The Shocking Truth About Negligence Law



Negligence is the term used when there’s a failure to utilized reasonable care that caused injury to another party. There are two forms of negligence under the negligence law. The first form—an individual does something that a rational individual wouldn’t do. The second form—an individual is unable to take action that a rational individual would take to stop harm. Both negligence forms can cause a negligence case filed against the liable party.

Negligence Law

Negligence law says that an individual or an organization is liable when they carelessly harmed others.

If the harmed party can establish that the liable person failed to employ care that a rational person would have, or that the law calls for the protection of other individuals or those interests of other individuals, then the injured party could be entitled to payment. If an injured individual has suffered because of negligent behavior, then that person has the right to be reimbursed for emotional or physical injury, and harm to financial status or property.


Negligence is a legal term used to get compensation for injuries and accidents. Negligence is a form of tort (a legal obligation between parties even though there’s no contract among those parties), as well as a civil wrong, but can be utilized in criminal law as well. It can be categorized into the following:

Ordinary negligence involves that the liable party has demonstrated a lack of ordinary diligence; Slight ordinary negligence indicates the liable party has demonstrated a lack of slight diligence; Gross negligence implies the liable party has demonstrated a lack of slight diligence.

The majority of negligent acts are accidental, but others are considered as reckless, malicious, or willful. Additionally, judgments that are riskily careless, like a defective building design, may be deemed as an act of negligence.

If a faulty product is deemed unjustly dangerous (defective seat belt buckles), then the manufacturer could be liable, even if the defective design was accidental. But there’s no law wherein the manufacturer is to make an “accident-proof” product. The manufacturer is obliged to create a product that’s free from faulty and unreasonably risky conditions.


Negligence Case

The following are four vital elements to a negligence case that should be established:

  • The defendant owed a duty (to the plaintiff or general public)
  • The defendant breached that duty
  • The defendant’s breach caused the plaintiff’s injury
  • The injury to the plaintiff was foreseeable to a rational person.

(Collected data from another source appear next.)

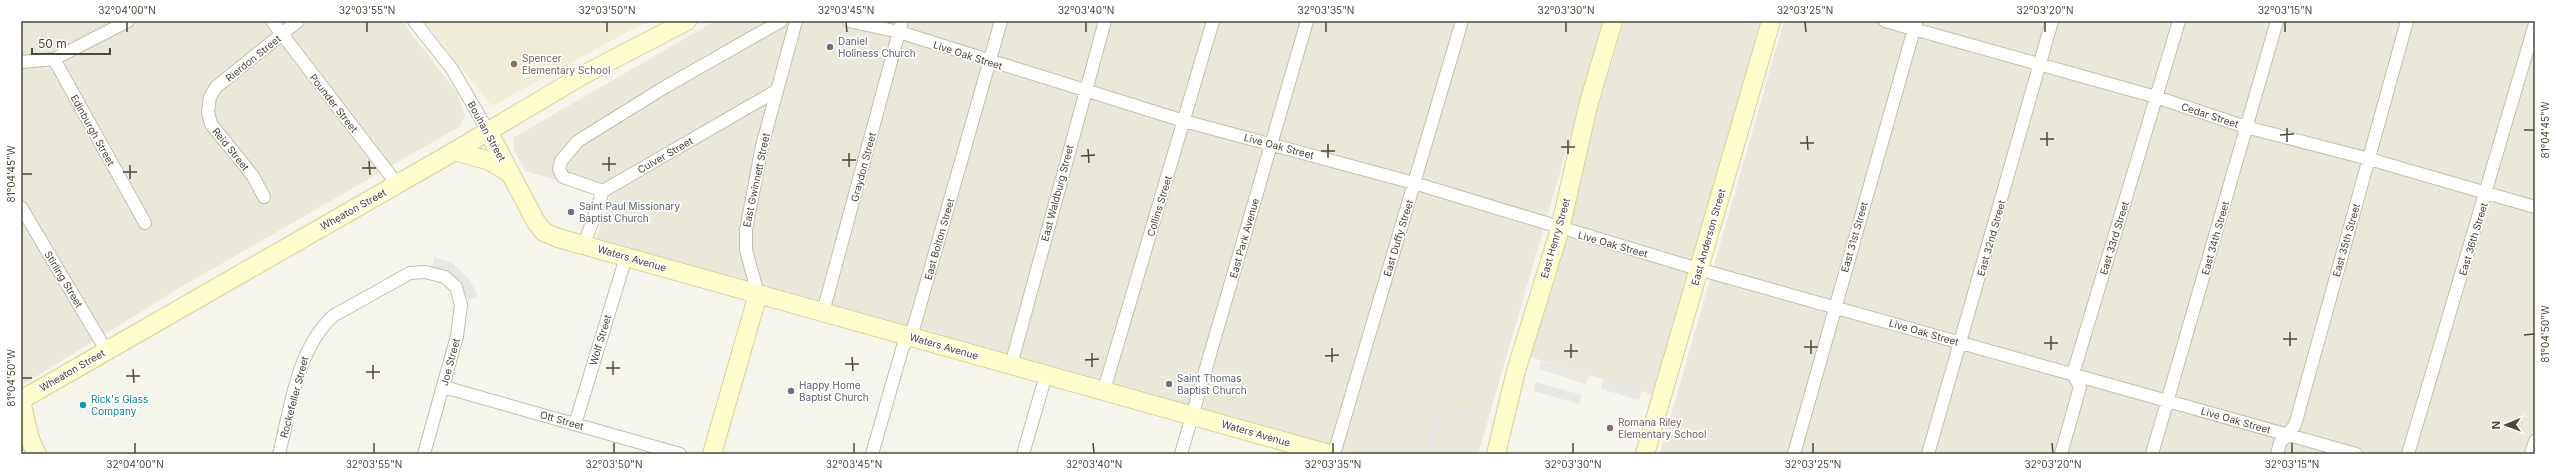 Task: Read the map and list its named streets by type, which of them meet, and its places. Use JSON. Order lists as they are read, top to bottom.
{
  "streets": {
    "main road": [
      "Bouhan Street",
      "Wheaton Street",
      "East Anderson Street",
      "East Henry Street",
      "Waters Avenue"
    ],
    "street": [
      "Live Oak Street",
      "Rierdon Street",
      "Pounder Street",
      "Cedar Street",
      "Edinburgh Street",
      "Reid Street",
      "Culver Street",
      "Graydon Street",
      "East Gwinnett Street",
      "East Waldburg Street",
      "Collins Street",
      "East 31st Street",
      "East Park Avenue",
      "East Duffy Street",
      "East 32nd Street",
      "East 33rd Street",
      "East 34th Street",
      "East Bolton Street",
      "East 36th Street",
      "East 35th Street",
      "Stirling Street",
      "Wolf Street",
      "Joe Street",
      "Rockefeller Street",
      "Ott Street"
    ]
  },
  "crossings": [
    ["Live Oak Street", "Graydon Street"],
    ["Live Oak Street", "East Waldburg Street"],
    ["Live Oak Street", "Collins Street"],
    ["Live Oak Street", "East Anderson Street"],
    ["Live Oak Street", "East 31st Street"],
    ["Live Oak Street", "East Park Avenue"],
    ["Live Oak Street", "East Duffy Street"],
    ["Live Oak Street", "East Henry Street"],
    ["Live Oak Street", "East 32nd Street"],
    ["Live Oak Street", "East 33rd Street"],
    ["Live Oak Street", "East 34th Street"],
    ["Live Oak Street", "East Bolton Street"],
    ["Live Oak Street", "East 35th Street"],
    ["Rierdon Street", "Pounder Street"],
    ["Rierdon Street", "Reid Street"],
    ["Pounder Street", "Wheaton Street"],
    ["Cedar Street", "East 31st Street"],
    ["Cedar Street", "East 32nd Street"],
    ["Cedar Street", "East 33rd Street"],
    ["Cedar Street", "East 34th Street"],
    ["Cedar Street", "East 36th Street"],
    ["Cedar Street", "East 35th Street"],
    ["Bouhan Street", "Wheaton Street"],
    ["Bouhan Street", "Waters Avenue"],
    ["Culver Street", "East Gwinnett Street"],
    ["Graydon Street", "Waters Avenue"],
    ["East Gwinnett Street", "Waters Avenue"],
    ["East Waldburg Street", "Waters Avenue"],
    ["Collins Street", "Waters Avenue"],
    ["Wheaton Street", "Stirling Street"],
    ["East Park Avenue", "Waters Avenue"],
    ["East Bolton Street", "Waters Avenue"],
    ["Waters Avenue", "Wolf Street"],
    ["Wolf Street", "Ott Street"],
    ["Joe Street", "Rockefeller Street"],
    ["Joe Street", "Ott Street"]
  ],
  "places": [
    "Daniel Holiness Church",
    "Spencer Elementary School",
    "Saint Paul Missionary Baptist Church",
    "Saint Thomas Baptist Church",
    "Happy Home Baptist Church",
    "Rick's Glass Company",
    "Romana Riley Elementary School"
  ],
  "scale_bar": "50 m",
  "north": "left",
  "coordinates": [
    "32°04'00\"N",
    "32°03'55\"N",
    "32°03'50\"N",
    "32°03'45\"N",
    "32°03'40\"N",
    "32°03'35\"N",
    "32°03'30\"N",
    "32°03'25\"N",
    "32°03'20\"N",
    "32°03'15\"N",
    "81°04'45\"W",
    "81°04'50\"W"
  ]
}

For instance, a vehicle manufacturer has an important duty to make a vehicle that’s free from irrationally dangerous faults. By producing a vehicle with faulty brakes, the vehicle manufacturer has breached that duty. Also, it’s foreseeable that a vehicle with brakes that work improperly will be involved in an accident and people may be harmed in that accident.

It’s crucial to note that though the negligence should be a cause of the plaintiff’s injury, it doesn’t need to be the one factor. In the example above, if the individual driving the vehicle with faulty brakes was over speeding and collided with another car, the individual in that other car could, possibly, sue both the car driver and the manufacturer of the car for the accident.